Pompeii is a good-sized city, and I estimate it would take you at least two full days to see every nook and cranny (that isn’t gated off for official archaeologists). We felt satisfied seeing approximately one quarter of it, which took half a day. Our tour covered a limited section — not much outside of Regions VII and VIII, as shown on the map below. But I highly recommend walking to Region II, where the gardens and grand amphitheater are.
Now let’s go inside.
When one pictures Pompeii, the image usually features stone streets such as these:
So I was surprised to find that living things do grow in Pompeii.
I asked the tour guide about the trees and plants, and he said that they were planted about 200 years ago, after archaeologists identified from petrified roots the species of flora that grew before volcanic ash buried the city, so they planted the same. (I hope this is true. The same tour guide told us the vulgar vomitorium myth, so we had some trust issues.)

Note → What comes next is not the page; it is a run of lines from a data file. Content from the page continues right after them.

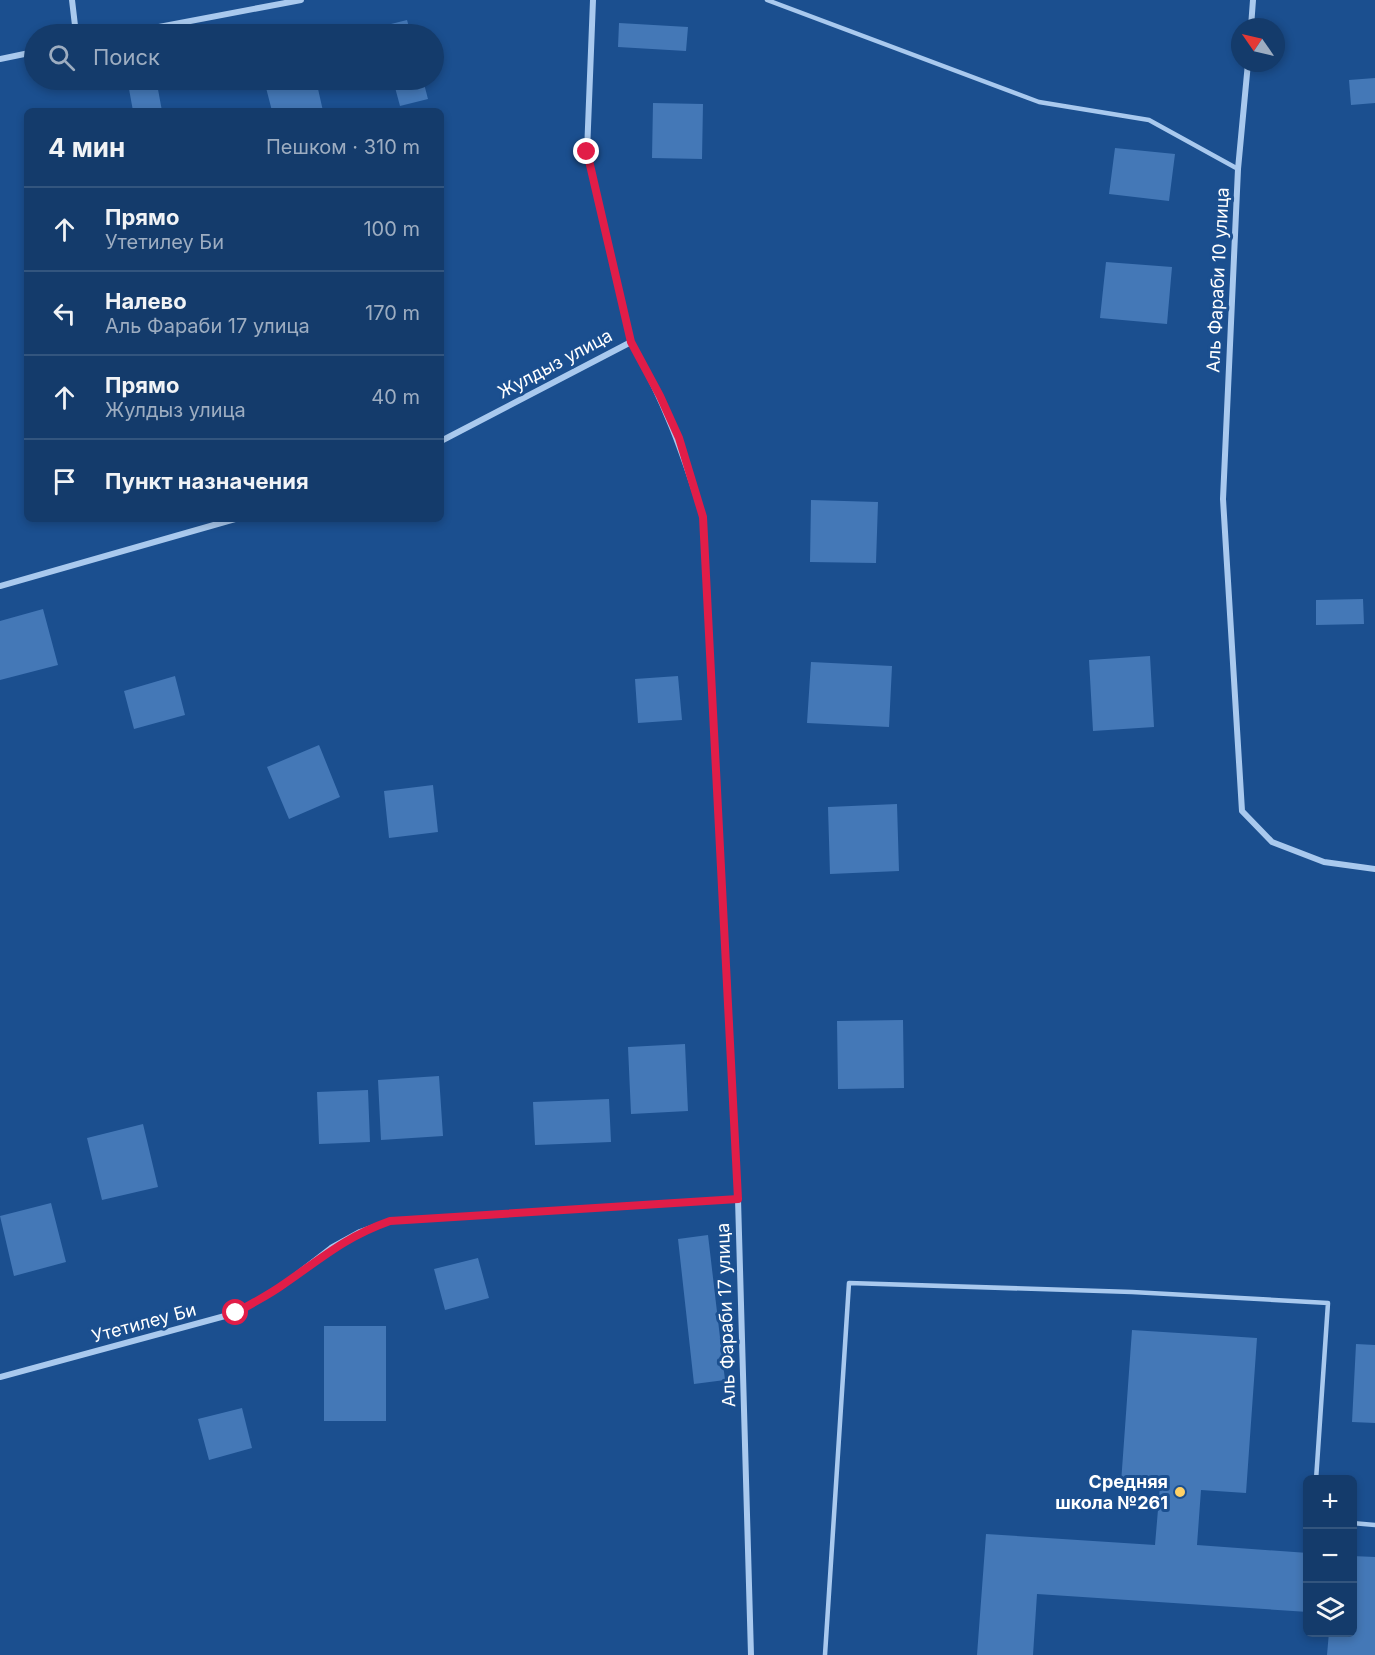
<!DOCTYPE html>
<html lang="ru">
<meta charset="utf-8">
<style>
body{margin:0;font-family:Inter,sans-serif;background:#1d4271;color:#f1f3f6}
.controls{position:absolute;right:18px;bottom:18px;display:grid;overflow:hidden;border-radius:9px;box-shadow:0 3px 9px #0003}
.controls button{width:54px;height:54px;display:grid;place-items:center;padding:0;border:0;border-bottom:2px solid #33557e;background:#143b6b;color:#f1f3f6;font:30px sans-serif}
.compass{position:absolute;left:1231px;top:18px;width:54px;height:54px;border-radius:50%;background:#143b6b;box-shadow:0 3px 9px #0003;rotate:304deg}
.stop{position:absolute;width:18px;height:18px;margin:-14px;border:4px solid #e11d48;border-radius:50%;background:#fff}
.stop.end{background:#e11d48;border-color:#fff;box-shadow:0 2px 6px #0008}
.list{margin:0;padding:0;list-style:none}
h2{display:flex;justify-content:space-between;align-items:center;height:78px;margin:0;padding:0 24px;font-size:26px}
h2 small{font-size:20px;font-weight:400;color:#9dadc1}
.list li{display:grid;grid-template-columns:39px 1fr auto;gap:18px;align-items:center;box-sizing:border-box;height:84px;padding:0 24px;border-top:2px solid #33557e}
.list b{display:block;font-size:22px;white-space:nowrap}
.list p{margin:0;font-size:20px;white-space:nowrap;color:#9dadc1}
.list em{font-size:20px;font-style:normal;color:#9dadc1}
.icon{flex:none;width:33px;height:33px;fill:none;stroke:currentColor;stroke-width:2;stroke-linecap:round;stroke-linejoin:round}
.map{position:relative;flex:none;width:1375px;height:1655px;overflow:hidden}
.search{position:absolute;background:#143b6b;box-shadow:0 3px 9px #0003;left:24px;top:24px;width:420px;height:66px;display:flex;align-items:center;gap:15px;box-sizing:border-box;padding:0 21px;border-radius:33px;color:#9dadc1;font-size:22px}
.panel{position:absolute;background:#143b6b;box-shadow:0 3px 9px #0003;left:24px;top:108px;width:420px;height:414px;border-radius:9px}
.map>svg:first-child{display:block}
.building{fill:#4478b7}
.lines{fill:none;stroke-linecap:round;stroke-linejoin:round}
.lane{stroke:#a9c9ee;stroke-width:4.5}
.street{stroke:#a9c9ee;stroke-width:6}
.route{stroke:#e11d48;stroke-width:8}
.poi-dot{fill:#ffd166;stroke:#1b4f8f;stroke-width:2}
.labels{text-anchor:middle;stroke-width:6;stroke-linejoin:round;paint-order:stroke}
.street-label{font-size:18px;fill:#fff;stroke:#1b4f8f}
.poi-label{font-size:18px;font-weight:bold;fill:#fff;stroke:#1b4f8f;text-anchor:end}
</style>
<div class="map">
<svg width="1375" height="1655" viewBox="0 0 1375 1655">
<rect width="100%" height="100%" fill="#1b4f8f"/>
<path class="building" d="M 407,20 L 411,34 L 381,34 L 379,27 Z
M 619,23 L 688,27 L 686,51 L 618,47 Z
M 1375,78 L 1375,103 L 1351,105 L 1349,80 Z
M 264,80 L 316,80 L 323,111 L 272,111 Z
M 393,80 L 423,80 L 428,99 L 400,106 Z
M 157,84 L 162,111 L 133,111 L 129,89 Z
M 653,103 L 703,104 L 702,159 L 652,158 Z
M 1115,148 L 1175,154 L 1169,201 L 1109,194 Z
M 1106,262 L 1172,267 L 1167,324 L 1100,318 Z
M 811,500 L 878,502 L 876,563 L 810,562 Z
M 1363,599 L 1364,624 L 1316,625 L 1316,600 Z
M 43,609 L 58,665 L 0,680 L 0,621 Z
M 1150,656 L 1154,727 L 1093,731 L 1089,660 Z
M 811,662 L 892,666 L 889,727 L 807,723 Z
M 175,676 L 185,715 L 134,729 L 124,691 Z
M 678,676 L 682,720 L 638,723 L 635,679 Z
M 319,745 L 340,797 L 289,819 L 267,767 Z
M 433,785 L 438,832 L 389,838 L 384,791 Z
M 897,804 L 899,871 L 830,874 L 828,807 Z
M 903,1020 L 904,1088 L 838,1089 L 837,1021 Z
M 685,1044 L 688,1111 L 631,1114 L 628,1047 Z
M 439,1076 L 443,1136 L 381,1140 L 378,1080 Z
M 368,1090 L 370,1142 L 319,1144 L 317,1092 Z
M 609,1099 L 611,1142 L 535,1145 L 533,1102 Z
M 143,1124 L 158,1187 L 102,1200 L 87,1138 Z
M 51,1203 L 66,1262 L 14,1276 L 0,1216 Z
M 708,1235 L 725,1380 L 694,1384 L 678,1239 Z
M 478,1258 L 489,1298 L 445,1310 L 434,1269 Z
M 324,1326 L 386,1326 L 386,1421 L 324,1421 Z
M 1132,1330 L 1257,1338 L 1246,1493 L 1201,1490 L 1197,1545 L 1308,1553 L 1308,1612 L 1037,1594 L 1033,1655 L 977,1655 L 986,1534 L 1155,1545 L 1160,1486 L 1121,1483 Z
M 1356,1344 L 1375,1345 L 1375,1423 L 1352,1422 Z
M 242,1408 L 252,1448 L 209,1460 L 198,1419 Z
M 1352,1556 L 1375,1557 L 1375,1655 L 1327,1655 L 1329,1632 L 1352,1632 Z"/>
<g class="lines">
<path class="lane" d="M 767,0 L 1039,102 L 1149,120 L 1238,169
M 1352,1523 L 1375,1525
M 825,1655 L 849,1283 L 1132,1292 L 1328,1303 L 1316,1480"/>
<path class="street" d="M 72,0 L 76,34
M 1251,27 L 1253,0
M 122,34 L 301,0
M 0,59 L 34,52
M 1248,63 L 1238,169 L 1223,499 L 1242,811 L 1272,842 L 1324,862 L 1375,869
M 631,342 C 664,400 683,453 703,517 L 738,1199 L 751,1655
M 441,441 L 631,342 L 587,152 L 593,0
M 0,586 L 235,519
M 0,1377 L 236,1313 L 282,1286 L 331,1248 L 360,1232 L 390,1221 L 738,1199"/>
</g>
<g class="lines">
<path class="route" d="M 236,1313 C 252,1303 269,1295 284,1284 C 322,1258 345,1237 390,1221 L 738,1199 L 703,517 L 679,438 L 660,396 L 631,342 L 587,152"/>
</g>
<circle class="poi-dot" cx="1180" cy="1492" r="6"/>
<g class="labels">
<g class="street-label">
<text transform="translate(1218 280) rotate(-87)" y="6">Аль Фараби 10 улица</text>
<text transform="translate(555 364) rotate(-28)" y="6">Жулдыз улица</text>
<text transform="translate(726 1315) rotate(-92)" y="6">Аль Фараби 17 улица</text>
<text transform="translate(144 1323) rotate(-15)" y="6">Утетилеу Би</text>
</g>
<g class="poi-label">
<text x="1168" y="1488">Средняя<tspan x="1168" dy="21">школа №261</tspan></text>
</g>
</g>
</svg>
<div class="controls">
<button>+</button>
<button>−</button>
<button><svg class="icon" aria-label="layers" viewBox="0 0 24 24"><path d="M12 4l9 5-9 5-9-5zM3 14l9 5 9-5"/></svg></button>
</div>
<svg class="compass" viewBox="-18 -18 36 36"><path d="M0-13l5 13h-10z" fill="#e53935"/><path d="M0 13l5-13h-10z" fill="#9dadc1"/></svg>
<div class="stop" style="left:236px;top:1313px"></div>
<div class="stop end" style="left:587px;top:152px"></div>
<div class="search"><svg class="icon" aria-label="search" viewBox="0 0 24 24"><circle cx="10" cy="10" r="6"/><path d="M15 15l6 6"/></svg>Поиск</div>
<section class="panel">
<h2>4 мин<small>Пешком · 310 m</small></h2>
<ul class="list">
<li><svg class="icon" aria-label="ahead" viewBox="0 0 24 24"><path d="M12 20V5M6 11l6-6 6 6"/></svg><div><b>Прямо</b><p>Утетилеу Би</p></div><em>100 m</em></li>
<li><svg class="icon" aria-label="left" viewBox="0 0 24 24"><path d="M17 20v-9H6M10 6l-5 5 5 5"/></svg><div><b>Налево</b><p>Аль Фараби 17 улица</p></div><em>170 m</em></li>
<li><svg class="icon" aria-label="ahead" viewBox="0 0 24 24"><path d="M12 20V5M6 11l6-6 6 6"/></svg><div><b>Прямо</b><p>Жулдыз улица</p></div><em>40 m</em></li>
<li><svg class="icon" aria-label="arrive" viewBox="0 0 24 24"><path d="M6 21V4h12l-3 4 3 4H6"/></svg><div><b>Пункт назначения</b></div></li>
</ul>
</section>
</div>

Like Rome, Pompeii is friendly to its guests by supplying drinkable water faucets throughout the city. Fortunately, the original lead pipes have been replaced with a safer metal.
One of my favorite parts of visiting ruins like Pompeii is to see details of people’s everyday lives, some of which I’d learned about years ago in my college classes.
Again, I highly recommend walking down the long streets toward the grand ampitheater, because you eventually get somewhere wholly different.
One might feel a Secret Garden effect, to stand in an ancient garden so close to the hum of the 21st century.
And in case you need a reminder for why this is all here, so well preserved…
One of my favorite tips from the suspect tour guide was how to grasp the pre-eruption size of the volcano: just draw a mental image with two lines extending those outside slopes, until you reach a peak. Then you understand how much of it blew up and came down to smother that region.
Google Maps, as ever, is also helpful in grasping the scale of the volcano in comparison to surrounding cities and town.
It took me a while to see it, until I realized — oh. That entire green circle. Well, that explains it.